Not fully trusting her vested interests, we looked closer and found charring on trees up the gully, above the dam and nearer to the house. We learnt a home further along the road was lost in the Black Summer fires of 2019/20, which devastated almost the whole of the Australian East Coast.

But we bought the property and made the move to the country, making an informed choice, aware of the risk of a future fire. The risk is not particular to this property, but almost any. Here we know some of the surrounding land is cleared for grazing, most of the closest trees between us and the state forest are in our orchard and probably less predisposed to fire than eucalypts. We’ll buy a slasher to keep the grass short. We’ll put in more water tanks and pumps. A friend admitted that after those fires he’s now obsessed with pumps and backup pumps, generators and backup generators.

During our first day at our new house, we received our first mail delivery – from the NSW Rural Fire Service. Welcome, and a reminder to get bushfire ready. Welcome to the country, and the responsibilities of owning a property.

What it was like, back on that day of the fire, here on our not-so-untouched haven and oasis? Were the previous owners bushfire ready? They left us two pumps in separate pump houses down at the dam. The smaller one irrigates the orchard, the larger supplies flow to the fat fire hose, coiled and mounted in a shiny red casing close to the house. When we started this pump, water sprayed in an arc halfway up the hill toward the house, where the plastic transfer pipe had melted in the fire. At the very time it was needed, the fire hose was rendered useless by the fire itself.

If you’ve driven any part of the Australian East Coast over the past two years you may have seen land struggling to heal. Much of the bushland I’ve seen is fire-affected, but with some new green growth sprouting from the charred black remains. It’s the season of green and black. But where the fires burned too hot, trees are faded to grey skeletons, the ghosts of gums that will not recover.

Communities also are struggling to heal. Local councils still employ coordinators to assist recovering residents and communities, and seasonal workers camp at rural showgrounds as contractors to replace fencing for property owners with disaster recovery funding.

During that terrible firey season, 5.5 million hectares of land was devastated, 2,448 homes destroyed, and 26 lives lost. Many native plant and animal species are now extinct or endangered. Cossetted in my city home I wanted to do something. Thoughts of injured and suffering kangaroos, koalas, wombats, and birds plagued my nights.

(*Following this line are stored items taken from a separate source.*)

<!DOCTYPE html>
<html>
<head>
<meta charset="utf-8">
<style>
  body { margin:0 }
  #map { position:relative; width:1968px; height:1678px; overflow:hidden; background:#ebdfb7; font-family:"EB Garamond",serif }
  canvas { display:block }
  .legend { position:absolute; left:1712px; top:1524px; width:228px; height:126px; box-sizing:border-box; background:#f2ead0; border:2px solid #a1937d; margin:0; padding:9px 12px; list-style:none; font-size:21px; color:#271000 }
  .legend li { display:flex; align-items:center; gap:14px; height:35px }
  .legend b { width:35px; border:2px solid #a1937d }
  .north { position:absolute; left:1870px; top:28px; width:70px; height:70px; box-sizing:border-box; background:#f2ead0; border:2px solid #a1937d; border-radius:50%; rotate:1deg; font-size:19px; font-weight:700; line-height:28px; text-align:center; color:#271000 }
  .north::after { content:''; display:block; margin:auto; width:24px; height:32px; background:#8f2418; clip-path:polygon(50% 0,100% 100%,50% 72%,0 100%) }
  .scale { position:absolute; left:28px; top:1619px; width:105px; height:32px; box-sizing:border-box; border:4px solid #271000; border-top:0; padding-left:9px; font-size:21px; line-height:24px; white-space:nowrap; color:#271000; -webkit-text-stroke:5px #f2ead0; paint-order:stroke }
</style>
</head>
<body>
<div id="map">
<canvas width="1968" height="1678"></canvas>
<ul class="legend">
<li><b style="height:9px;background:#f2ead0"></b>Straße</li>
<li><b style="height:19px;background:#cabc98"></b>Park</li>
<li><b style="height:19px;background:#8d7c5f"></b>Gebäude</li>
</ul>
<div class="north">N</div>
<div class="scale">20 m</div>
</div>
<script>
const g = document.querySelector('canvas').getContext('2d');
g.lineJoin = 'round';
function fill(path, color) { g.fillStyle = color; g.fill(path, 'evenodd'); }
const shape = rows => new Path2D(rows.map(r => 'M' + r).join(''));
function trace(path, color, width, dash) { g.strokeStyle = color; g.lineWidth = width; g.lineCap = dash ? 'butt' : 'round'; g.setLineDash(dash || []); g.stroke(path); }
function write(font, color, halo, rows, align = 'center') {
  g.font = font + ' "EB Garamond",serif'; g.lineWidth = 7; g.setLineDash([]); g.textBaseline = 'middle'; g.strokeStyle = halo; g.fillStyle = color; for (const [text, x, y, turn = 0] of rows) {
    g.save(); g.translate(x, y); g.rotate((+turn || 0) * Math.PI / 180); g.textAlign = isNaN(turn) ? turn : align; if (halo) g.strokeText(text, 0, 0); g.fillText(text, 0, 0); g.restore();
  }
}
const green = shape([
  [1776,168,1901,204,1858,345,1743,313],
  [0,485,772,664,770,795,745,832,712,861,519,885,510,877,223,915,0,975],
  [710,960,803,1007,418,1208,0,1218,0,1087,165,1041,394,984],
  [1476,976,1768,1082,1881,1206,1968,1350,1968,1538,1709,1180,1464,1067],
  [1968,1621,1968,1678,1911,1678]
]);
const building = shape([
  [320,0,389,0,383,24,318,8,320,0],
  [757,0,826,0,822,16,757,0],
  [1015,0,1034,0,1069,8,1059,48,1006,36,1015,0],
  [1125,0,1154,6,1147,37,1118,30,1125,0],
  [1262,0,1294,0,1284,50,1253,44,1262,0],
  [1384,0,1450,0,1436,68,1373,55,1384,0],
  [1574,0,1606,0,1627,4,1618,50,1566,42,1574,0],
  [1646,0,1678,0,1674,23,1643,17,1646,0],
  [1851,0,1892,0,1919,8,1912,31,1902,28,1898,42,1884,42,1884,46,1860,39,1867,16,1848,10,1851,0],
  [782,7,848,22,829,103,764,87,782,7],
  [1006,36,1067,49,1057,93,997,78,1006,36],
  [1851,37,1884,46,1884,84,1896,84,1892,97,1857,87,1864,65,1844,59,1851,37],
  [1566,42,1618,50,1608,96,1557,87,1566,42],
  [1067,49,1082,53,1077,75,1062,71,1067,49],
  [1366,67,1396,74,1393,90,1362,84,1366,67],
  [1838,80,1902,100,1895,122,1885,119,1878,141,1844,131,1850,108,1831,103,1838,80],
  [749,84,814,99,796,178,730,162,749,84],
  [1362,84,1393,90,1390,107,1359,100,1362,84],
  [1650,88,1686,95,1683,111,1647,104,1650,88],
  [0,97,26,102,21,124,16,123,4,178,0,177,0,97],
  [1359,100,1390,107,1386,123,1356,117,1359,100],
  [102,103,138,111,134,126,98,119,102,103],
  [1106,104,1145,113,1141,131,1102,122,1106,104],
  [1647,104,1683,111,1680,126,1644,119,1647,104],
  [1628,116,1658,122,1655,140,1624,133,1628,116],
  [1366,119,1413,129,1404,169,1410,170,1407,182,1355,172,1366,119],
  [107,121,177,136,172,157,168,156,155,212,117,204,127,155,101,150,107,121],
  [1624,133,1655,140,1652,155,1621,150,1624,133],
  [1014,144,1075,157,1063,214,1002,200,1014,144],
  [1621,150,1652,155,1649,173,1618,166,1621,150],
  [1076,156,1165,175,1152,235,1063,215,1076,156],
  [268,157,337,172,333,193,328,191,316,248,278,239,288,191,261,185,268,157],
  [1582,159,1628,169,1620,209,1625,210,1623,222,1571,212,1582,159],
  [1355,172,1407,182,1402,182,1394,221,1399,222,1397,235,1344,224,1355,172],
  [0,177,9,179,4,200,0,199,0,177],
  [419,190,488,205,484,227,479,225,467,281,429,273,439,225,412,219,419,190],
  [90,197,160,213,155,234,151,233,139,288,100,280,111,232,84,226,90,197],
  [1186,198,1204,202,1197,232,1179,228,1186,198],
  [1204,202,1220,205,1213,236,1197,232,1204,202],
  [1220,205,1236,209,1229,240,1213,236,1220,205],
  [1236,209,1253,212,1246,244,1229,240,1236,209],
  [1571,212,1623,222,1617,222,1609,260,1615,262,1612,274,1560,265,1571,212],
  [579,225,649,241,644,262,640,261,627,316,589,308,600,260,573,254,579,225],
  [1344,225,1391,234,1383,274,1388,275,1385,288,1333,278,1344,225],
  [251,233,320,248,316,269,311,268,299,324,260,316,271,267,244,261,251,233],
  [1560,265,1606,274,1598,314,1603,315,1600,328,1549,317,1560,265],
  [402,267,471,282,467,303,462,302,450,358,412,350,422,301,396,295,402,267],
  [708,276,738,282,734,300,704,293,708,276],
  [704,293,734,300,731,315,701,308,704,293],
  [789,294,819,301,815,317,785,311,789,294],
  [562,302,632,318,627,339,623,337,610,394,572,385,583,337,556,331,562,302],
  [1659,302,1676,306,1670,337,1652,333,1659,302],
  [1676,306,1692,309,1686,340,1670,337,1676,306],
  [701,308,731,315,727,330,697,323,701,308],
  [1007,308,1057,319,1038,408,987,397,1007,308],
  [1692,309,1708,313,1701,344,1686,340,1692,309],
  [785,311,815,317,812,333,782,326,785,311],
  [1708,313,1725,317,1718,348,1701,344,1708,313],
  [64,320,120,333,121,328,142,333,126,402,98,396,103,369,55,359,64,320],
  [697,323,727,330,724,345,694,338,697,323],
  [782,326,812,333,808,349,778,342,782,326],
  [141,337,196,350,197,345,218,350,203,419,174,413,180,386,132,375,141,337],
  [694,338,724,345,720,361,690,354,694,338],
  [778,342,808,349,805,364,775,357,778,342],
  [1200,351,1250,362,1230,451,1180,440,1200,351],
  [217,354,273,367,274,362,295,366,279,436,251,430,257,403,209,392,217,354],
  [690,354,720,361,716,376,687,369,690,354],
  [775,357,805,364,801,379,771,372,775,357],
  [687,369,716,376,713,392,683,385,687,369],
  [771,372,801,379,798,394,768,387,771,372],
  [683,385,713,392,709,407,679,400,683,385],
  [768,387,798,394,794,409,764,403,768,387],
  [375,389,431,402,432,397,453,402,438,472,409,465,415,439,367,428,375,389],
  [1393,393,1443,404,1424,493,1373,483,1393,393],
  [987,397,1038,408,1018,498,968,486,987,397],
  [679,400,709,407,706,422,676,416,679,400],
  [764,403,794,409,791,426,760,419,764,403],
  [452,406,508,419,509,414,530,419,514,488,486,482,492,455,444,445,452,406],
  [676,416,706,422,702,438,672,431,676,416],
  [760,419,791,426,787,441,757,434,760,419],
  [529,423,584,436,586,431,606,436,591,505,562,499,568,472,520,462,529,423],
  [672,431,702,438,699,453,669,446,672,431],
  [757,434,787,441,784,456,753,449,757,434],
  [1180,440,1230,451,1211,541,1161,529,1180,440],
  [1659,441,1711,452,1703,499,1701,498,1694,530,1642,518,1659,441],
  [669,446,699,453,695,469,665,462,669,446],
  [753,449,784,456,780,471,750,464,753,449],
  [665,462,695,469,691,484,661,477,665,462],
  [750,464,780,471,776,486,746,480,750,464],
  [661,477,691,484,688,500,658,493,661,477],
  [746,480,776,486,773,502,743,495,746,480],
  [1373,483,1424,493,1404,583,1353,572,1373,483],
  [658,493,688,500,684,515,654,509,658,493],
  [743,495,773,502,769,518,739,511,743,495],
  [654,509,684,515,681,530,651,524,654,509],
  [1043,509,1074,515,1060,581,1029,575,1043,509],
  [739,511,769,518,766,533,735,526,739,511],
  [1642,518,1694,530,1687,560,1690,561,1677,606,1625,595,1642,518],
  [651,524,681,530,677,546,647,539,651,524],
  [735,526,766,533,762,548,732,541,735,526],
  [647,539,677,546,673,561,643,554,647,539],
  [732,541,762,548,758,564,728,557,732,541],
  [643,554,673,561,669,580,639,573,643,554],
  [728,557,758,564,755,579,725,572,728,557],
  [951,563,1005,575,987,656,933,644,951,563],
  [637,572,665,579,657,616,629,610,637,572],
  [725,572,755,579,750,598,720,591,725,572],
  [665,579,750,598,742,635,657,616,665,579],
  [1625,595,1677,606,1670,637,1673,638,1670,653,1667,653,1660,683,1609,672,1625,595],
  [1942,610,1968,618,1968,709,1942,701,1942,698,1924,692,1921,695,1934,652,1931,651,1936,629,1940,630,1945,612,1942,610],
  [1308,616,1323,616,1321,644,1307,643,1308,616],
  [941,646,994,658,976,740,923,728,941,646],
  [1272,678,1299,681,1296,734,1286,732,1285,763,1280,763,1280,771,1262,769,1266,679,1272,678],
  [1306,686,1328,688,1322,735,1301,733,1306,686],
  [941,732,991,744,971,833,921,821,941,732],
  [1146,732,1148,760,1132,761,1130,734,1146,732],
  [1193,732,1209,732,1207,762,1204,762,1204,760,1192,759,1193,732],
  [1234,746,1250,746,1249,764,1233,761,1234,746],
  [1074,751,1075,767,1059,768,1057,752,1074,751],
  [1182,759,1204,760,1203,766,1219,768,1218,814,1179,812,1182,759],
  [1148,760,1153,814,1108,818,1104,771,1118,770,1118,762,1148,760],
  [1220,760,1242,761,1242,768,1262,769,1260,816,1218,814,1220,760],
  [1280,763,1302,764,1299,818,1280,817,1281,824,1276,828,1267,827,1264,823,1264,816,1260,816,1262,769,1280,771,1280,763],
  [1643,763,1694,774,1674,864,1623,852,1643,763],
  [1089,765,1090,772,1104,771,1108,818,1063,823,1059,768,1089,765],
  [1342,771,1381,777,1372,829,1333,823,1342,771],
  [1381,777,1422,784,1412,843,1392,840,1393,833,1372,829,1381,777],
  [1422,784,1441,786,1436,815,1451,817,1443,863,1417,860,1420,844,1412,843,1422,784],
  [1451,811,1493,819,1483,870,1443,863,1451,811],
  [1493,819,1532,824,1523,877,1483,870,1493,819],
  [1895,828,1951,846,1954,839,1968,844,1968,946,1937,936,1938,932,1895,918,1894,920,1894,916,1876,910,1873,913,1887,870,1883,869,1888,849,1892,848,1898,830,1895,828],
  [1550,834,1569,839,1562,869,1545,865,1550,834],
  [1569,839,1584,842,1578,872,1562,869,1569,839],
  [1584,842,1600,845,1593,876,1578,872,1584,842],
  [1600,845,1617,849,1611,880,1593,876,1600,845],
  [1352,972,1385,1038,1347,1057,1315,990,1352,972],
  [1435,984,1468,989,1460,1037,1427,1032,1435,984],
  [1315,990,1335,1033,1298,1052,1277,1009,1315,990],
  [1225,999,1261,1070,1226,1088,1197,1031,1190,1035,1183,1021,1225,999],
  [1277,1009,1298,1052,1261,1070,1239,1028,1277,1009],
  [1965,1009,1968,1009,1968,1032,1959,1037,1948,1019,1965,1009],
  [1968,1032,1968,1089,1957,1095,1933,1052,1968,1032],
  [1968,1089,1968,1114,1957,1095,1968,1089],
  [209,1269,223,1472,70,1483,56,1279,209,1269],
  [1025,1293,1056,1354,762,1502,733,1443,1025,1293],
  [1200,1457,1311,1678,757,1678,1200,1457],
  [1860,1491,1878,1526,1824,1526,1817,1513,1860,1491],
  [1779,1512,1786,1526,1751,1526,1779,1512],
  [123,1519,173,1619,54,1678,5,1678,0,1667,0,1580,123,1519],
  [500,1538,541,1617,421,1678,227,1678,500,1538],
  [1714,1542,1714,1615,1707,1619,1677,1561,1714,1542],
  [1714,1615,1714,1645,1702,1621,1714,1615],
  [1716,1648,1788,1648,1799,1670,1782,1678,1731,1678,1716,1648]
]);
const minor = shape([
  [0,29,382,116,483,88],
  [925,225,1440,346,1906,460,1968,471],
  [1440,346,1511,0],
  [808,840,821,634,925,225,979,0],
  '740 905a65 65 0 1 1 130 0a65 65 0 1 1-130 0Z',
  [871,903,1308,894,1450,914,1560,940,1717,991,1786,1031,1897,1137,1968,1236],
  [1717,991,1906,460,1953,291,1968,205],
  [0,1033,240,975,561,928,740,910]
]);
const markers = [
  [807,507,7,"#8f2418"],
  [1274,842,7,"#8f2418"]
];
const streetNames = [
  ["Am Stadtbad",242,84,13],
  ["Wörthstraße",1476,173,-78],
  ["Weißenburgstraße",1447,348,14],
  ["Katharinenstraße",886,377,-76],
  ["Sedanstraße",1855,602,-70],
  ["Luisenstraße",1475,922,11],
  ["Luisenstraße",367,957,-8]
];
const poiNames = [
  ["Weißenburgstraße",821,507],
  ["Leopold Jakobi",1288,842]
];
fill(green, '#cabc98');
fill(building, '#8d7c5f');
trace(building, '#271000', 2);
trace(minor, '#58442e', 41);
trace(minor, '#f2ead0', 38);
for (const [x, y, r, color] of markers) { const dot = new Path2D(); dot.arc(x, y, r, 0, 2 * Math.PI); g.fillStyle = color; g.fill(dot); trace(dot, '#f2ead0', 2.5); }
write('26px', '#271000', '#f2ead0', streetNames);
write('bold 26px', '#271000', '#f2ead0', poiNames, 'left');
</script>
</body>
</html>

Like many people, I sewed ‘koala mittens’ and ‘batwraps’, donated money to WIRES and community fundraisers.

I’d like to think those fires were an anomaly. I’d like to think it will take years for the regrowth to sustain another large fire. I’d like to think that we’ve had recent rain and there’s no immediate danger. That we can get on with fun and exciting activities like house improvements, establishing a vegie garden, planting a food forest, buying chickens and maybe goats; instead of preparing for a potential bushfire. But I know this thinking may mean we’re not bushfire ready when we need to be.

We need to replace the melted hose pipe and bury it deeper underground. We need to learn what the ‘SWS’ (Static Water Supply) sign affixed to our front gate means – presumably, we need to provide easy access for an empty fire truck thirsty for our water tanks and dam. If a fire does come, where will we move our vehicles to? Which of us will look after our pets? How and when will we decide whether to defend our home or evacuate?

I’m here to live closer to nature, more in tune with her cycles. Summer and bushfire season is part of that cycle. It’s summer now, but we’ve had lots of rain. The dams and tanks are overflowing, it’s lush and verdant. Now is the season for appreciating the rich colours, the abundant growth. The season of green (and black). But this is Australia, so now is also the time to prepare for future seasons.

Note: photo is not our property, thank goodness.